[What you have to do] Given the listing below, the answer must be only the number of lines containing the string "width".

##########

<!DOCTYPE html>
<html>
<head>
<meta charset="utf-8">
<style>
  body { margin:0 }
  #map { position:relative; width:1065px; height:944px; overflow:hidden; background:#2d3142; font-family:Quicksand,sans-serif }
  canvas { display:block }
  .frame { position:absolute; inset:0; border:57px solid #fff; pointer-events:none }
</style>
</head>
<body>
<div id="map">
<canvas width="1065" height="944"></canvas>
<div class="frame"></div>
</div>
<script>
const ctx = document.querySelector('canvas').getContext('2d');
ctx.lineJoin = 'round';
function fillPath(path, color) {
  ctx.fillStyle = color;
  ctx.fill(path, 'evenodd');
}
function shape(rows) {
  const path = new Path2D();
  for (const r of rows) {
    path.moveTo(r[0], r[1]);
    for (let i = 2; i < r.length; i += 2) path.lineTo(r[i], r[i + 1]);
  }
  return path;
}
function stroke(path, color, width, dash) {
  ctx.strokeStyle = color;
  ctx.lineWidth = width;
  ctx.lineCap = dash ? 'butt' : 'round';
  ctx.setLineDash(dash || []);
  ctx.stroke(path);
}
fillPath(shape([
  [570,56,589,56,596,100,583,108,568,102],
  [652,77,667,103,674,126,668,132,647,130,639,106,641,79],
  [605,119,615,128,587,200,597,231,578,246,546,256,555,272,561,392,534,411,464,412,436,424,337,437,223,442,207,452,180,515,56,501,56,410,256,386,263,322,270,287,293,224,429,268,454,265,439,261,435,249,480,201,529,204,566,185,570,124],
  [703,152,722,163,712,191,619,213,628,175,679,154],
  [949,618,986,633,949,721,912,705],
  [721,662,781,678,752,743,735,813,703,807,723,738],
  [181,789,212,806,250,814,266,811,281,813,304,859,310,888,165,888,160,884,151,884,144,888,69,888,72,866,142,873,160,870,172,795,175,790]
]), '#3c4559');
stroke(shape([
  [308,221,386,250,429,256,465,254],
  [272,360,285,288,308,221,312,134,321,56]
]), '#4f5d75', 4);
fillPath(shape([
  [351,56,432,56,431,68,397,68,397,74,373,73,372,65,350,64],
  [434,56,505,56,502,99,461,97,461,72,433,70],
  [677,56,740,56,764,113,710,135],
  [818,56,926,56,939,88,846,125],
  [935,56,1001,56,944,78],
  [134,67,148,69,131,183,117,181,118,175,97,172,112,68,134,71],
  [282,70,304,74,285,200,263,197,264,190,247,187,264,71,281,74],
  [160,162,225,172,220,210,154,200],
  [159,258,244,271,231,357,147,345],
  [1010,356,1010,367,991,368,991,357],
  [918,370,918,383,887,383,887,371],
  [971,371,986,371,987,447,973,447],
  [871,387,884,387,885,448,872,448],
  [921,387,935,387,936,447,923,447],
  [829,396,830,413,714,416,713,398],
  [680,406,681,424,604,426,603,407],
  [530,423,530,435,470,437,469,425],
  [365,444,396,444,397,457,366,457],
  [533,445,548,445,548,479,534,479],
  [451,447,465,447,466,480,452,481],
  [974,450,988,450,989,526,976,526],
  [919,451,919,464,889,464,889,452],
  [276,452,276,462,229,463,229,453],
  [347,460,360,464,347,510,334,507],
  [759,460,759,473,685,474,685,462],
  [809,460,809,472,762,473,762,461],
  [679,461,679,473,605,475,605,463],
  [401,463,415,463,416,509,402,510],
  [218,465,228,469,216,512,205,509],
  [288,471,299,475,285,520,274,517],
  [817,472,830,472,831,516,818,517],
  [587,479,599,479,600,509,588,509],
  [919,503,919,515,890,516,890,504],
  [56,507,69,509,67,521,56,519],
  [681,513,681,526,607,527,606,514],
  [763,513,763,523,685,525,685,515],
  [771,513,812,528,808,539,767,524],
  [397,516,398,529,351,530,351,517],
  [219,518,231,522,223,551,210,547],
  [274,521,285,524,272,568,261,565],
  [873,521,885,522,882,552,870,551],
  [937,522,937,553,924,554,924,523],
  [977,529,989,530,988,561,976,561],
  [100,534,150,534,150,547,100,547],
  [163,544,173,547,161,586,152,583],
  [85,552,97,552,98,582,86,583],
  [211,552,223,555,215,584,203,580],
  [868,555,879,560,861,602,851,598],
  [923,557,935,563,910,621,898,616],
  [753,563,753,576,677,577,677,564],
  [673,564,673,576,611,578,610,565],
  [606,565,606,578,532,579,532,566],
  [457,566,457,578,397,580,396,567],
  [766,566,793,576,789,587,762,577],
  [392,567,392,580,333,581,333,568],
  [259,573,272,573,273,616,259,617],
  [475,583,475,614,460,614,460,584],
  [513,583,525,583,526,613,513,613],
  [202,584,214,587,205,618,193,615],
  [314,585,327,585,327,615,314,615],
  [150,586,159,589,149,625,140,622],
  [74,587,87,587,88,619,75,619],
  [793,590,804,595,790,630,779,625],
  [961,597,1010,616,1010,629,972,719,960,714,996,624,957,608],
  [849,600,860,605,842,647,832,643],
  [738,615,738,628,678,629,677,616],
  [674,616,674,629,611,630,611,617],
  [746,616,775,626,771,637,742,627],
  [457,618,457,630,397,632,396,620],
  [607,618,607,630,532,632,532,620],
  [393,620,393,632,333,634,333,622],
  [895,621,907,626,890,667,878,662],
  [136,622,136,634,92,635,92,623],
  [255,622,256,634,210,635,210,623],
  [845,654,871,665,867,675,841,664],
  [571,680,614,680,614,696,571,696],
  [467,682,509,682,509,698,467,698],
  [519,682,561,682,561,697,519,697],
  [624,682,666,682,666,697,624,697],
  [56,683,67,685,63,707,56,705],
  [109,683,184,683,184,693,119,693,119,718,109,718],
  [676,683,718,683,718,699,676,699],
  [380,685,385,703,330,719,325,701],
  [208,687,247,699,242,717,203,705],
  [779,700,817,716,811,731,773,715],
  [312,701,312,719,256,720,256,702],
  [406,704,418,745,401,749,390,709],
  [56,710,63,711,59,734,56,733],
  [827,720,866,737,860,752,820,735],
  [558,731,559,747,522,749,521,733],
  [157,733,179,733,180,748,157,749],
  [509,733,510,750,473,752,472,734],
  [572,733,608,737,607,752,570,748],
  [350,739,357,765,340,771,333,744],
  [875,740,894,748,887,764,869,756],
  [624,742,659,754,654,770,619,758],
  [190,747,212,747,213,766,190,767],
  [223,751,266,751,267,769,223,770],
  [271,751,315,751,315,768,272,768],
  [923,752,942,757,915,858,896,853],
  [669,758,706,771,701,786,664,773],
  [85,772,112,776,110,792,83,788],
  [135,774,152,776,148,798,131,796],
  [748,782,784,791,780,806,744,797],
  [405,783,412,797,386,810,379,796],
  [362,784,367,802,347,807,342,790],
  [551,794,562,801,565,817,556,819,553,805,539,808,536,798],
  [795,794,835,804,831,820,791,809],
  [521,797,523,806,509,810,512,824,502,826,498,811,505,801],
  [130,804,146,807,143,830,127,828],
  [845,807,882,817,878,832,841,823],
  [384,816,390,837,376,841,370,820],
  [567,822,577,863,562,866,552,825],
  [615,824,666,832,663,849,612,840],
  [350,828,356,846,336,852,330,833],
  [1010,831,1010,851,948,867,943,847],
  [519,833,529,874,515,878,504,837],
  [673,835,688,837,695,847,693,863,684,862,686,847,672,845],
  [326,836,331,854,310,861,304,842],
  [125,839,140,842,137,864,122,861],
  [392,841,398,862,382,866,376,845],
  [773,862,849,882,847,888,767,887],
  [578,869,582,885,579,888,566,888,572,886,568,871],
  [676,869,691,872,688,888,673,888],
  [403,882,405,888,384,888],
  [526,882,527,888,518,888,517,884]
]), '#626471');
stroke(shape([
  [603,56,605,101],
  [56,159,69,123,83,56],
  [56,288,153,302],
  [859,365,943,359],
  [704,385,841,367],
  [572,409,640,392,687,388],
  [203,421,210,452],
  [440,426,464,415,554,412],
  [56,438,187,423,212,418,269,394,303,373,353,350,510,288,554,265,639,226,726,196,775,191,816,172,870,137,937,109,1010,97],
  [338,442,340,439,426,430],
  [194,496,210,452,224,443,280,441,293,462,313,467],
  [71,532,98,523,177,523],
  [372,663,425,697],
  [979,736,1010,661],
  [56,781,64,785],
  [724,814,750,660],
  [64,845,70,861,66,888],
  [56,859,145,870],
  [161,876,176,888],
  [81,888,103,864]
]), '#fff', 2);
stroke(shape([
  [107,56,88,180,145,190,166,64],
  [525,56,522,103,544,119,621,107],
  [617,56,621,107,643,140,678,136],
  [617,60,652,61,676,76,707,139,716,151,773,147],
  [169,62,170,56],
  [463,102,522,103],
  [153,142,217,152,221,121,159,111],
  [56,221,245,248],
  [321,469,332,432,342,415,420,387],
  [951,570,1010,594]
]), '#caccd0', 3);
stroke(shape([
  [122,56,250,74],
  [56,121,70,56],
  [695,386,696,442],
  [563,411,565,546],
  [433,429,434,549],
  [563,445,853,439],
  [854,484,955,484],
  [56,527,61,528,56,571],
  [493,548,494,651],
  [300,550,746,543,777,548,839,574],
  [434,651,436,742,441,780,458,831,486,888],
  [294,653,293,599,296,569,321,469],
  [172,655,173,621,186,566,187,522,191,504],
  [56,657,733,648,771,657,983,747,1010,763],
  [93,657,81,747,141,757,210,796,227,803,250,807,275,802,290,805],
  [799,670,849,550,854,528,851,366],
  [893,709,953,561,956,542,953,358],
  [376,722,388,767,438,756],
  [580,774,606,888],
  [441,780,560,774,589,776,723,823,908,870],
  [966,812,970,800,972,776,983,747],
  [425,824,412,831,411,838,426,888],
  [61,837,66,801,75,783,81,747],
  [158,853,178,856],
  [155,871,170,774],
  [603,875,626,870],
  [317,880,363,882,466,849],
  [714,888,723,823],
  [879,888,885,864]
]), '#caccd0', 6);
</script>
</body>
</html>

##########

[Written solution] 4